'''

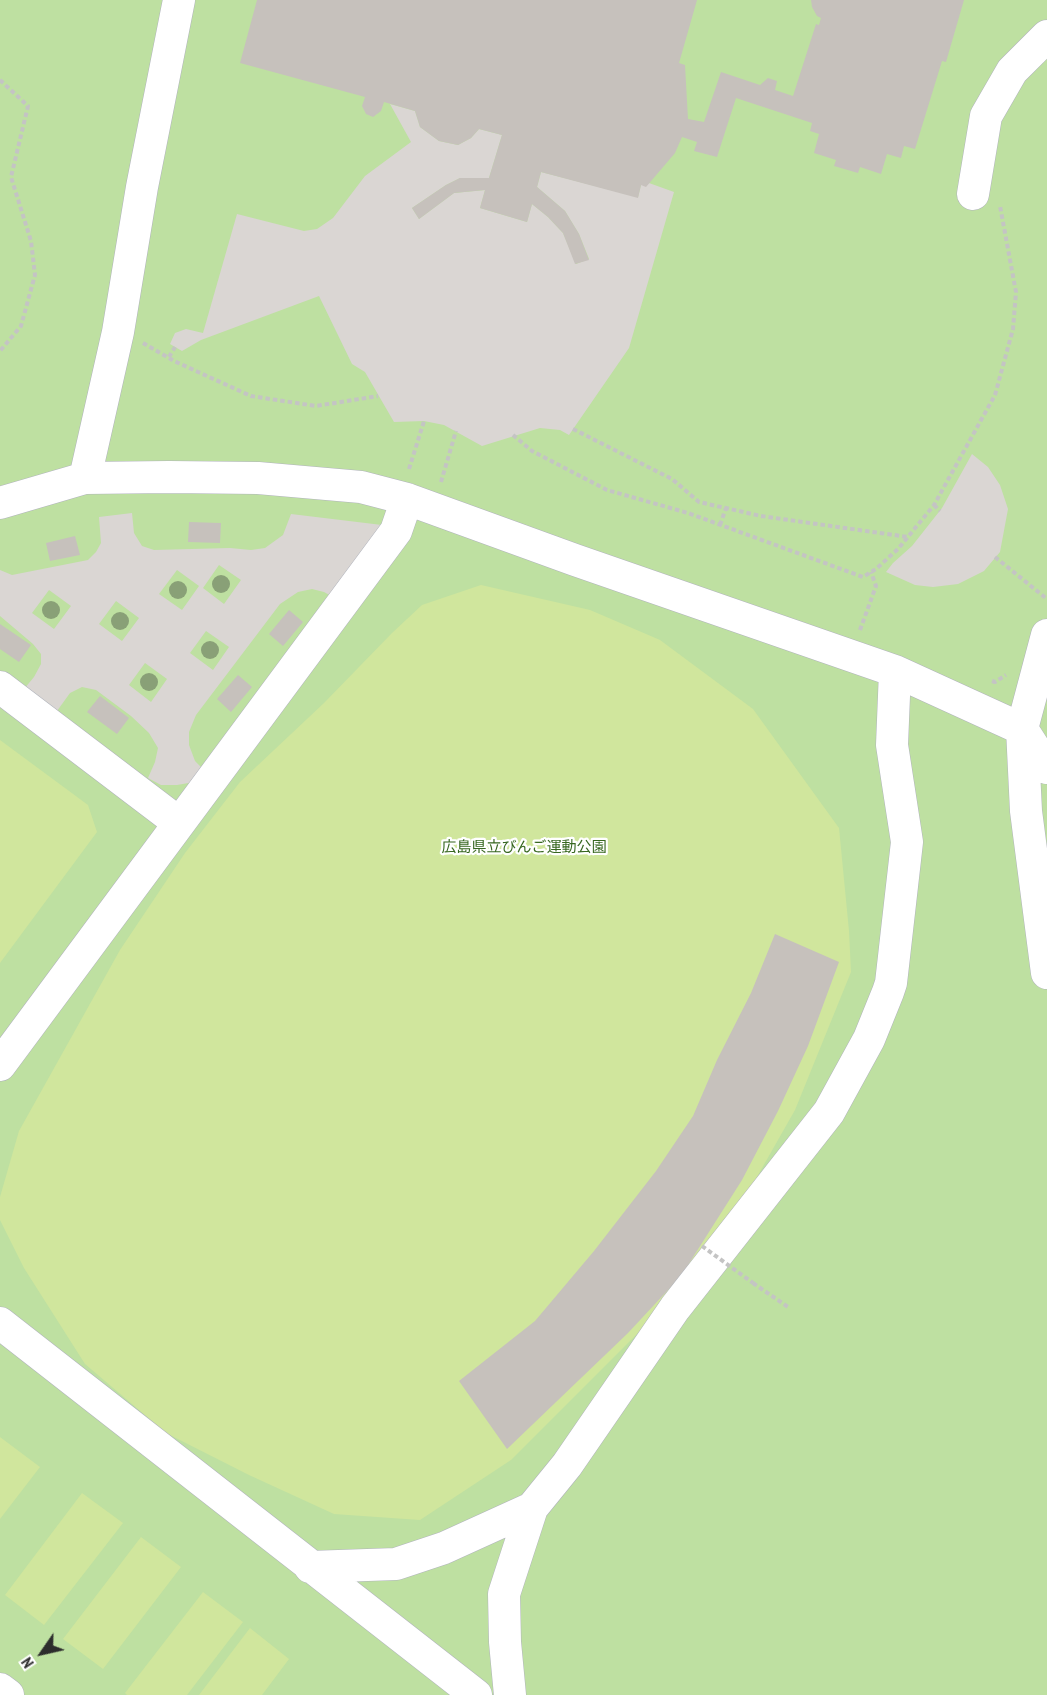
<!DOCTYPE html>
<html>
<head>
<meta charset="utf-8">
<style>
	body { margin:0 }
	#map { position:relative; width:1047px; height:1695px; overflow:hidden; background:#ede6e1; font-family:"PT Sans Narrow",sans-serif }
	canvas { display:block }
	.north { position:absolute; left:12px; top:1623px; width:60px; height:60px; -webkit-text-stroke:4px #fff; paint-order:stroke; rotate:236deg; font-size:16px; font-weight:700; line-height:24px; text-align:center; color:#2d2d2d }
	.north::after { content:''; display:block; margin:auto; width:21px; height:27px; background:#2d2d2d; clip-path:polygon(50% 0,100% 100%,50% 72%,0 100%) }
</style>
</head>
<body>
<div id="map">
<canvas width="1047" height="1695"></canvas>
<div class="north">N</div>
</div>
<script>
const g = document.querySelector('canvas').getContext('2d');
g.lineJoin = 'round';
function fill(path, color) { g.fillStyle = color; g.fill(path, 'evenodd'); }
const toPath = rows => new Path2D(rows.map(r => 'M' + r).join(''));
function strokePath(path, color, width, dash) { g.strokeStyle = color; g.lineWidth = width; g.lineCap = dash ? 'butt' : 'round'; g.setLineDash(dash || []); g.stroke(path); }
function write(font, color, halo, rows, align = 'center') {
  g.font = font + ' "PT Sans Narrow","Noto Sans JP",sans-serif'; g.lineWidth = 4.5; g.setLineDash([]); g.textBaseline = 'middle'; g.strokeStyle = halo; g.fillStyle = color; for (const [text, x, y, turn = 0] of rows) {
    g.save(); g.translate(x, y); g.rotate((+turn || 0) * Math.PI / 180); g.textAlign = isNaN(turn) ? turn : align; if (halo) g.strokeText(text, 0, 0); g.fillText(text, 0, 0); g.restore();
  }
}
const green = toPath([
	[0,0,1047,0,1047,1695,0,1695]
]);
const pitch = toPath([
	[481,585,590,610,660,640,753,709,839,828,849,931,851,972,795,1110,745,1198,680,1291,511,1460,420,1520,334,1514,249,1475,166,1433,85,1364,24,1268,0,1220,0,1197,19,1131,120,950,185,853,240,782,324,703,392,633,422,605],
	[0,740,88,805,97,832,0,963],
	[0,1437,40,1467,0,1519],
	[82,1493,123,1523,44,1625,5,1595],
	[141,1537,181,1567,103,1669,63,1639],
	[203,1592,243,1622,187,1695,127,1695,125,1693],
	[250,1628,289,1659,262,1695,199,1695]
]);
const plaza = toPath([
	[390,104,415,111,420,127,439,141,458,145,471,138,479,129,502,135,489,178,460,178,446,185,412,208,419,219,454,193,485,190,480,208,527,222,532,204,548,217,563,233,576,264,589,259,579,234,565,211,537,187,541,172,638,197,641,185,649,183,674,192,629,348,569,435,560,430,540,428,482,446,444,425,424,421,394,422,365,372,352,364,319,296,201,340,182,351,170,344,175,333,186,329,203,333,237,214,304,231,317,229,333,218,365,176,411,142],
	[972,454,988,467,1000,485,1008,509,1000,552,984,571,958,584,933,587,915,585,886,572,893,563,912,546,942,508],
	[132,513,134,533,142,546,154,550,230,548,251,550,265,548,283,535,291,514,382,525,333,597,324,592,312,589,298,592,280,604,196,715,189,732,189,745,195,761,204,770,194,782,177,785,161,785,148,778,155,762,158,748,149,733,131,716,96,690,82,687,70,693,57,711,24,689,34,677,41,664,41,654,33,644,0,616,0,570,12,575,88,560,96,552,101,543,99,517],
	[219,565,241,580,224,604,203,588],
	[177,570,199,586,182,610,159,594],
	[49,590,71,606,54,629,32,613],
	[116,601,139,618,122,641,99,624],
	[206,631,229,647,213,670,190,653],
	[145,663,167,679,151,702,129,685]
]);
const building = toPath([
	[257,0,697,0,679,63,685,65,688,119,704,122,721,72,760,85,768,78,777,81,775,90,793,96,816,24,819,25,821,18,817,16,812,7,811,0,964,0,946,62,942,61,915,149,904,146,901,158,887,154,881,174,860,167,858,173,834,166,836,160,814,153,819,134,810,131,812,123,736,98,717,157,694,151,697,142,682,137,675,153,646,187,641,185,638,198,541,172,537,187,565,211,579,234,589,260,575,264,563,233,548,217,532,204,527,222,480,208,485,190,454,193,419,219,412,208,446,185,460,178,489,178,502,135,479,129,471,138,458,145,439,141,420,127,415,111,384,102,381,111,373,117,366,114,362,106,365,97,240,63],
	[189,522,221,523,220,543,188,542],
	[75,536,80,555,50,561,46,543],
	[289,610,303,622,283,646,269,634],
	[0,624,31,645,19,662,0,649],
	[238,675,252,687,231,712,217,699],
	[100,696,129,718,117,734,87,712],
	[775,934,839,962,808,1046,778,1111,742,1180,681,1276,628,1333,507,1449,459,1381,535,1321,594,1251,656,1171,693,1116,717,1060,751,993]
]);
const path = toPath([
	[0,80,28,106,11,177,31,241,35,275,21,326,0,351],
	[143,343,174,361,251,396,316,406,378,396],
	[169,357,175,347],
	[573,429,672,479,699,502,761,516,908,537],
	[513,435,532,451,607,490,688,513,863,577,876,569,898,549,934,505,995,395,1013,329,1016,292,1000,206],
	[409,469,424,421],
	[441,482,456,431],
	[934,505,940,511],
	[720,525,726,508],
	[995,557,1047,599],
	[860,630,876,586,871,572],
	[992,681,995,682,1006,675],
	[753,1283,788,1307]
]);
const minor = toPath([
	[973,194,986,116,1012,71,1047,36],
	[85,478,118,332,142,187,179,0],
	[0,503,85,478,169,477,258,478,361,487,407,499,575,560,895,671,1022,729,1047,768],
	[1047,635,1022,729,1026,811,1047,973],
	[0,687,179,823],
	[0,1065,396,531,407,499],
	[0,1323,476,1695],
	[310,1567,396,1564,444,1548,532,1508],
	[0,1689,8,1695],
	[510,1695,505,1642,504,1594,532,1508,567,1465,675,1308,829,1112,869,1039,888,992,891,983,907,842,892,745,895,671]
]);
const pathBridge = toPath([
	[702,1246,753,1283]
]);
const trees = [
	[221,584],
	[178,590],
	[51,610],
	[120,621],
	[210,650],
	[149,682]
];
const parkNames = [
	["広島県立びんご運動公園",524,848]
];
fill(green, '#bee0a1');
fill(pitch, '#d0e69d');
fill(plaza, '#dad6d3');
fill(building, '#c6c1bc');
strokePath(minor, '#b1b4bc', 33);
strokePath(path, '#c4c4c4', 4, [4.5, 3]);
strokePath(minor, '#fff', 32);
strokePath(pathBridge, '#c4c4c4', 4, [4.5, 3]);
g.fillStyle = '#89a077';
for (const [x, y] of trees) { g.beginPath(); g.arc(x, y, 9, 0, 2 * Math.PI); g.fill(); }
write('15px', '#376720', '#fff', parkNames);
</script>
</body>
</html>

'''

Reproduce exactly, and only, the lines from the opening line of the listing above through the line holding "position:absolute; left:12px; top:1623px;", minus the pictures.

<!DOCTYPE html>
<html>
<head>
<meta charset="utf-8">
<style>
	body { margin:0 }
	#map { position:relative; width:1047px; height:1695px; overflow:hidden; background:#ede6e1; font-family:"PT Sans Narrow",sans-serif }
	canvas { display:block }
	.north { position:absolute; left:12px; top:1623px; width:60px; height:60px; -webkit-text-stroke:4px #fff; paint-order:stroke; rotate:236deg; font-size:16px; font-weight:700; line-height:24px; text-align:center; color:#2d2d2d }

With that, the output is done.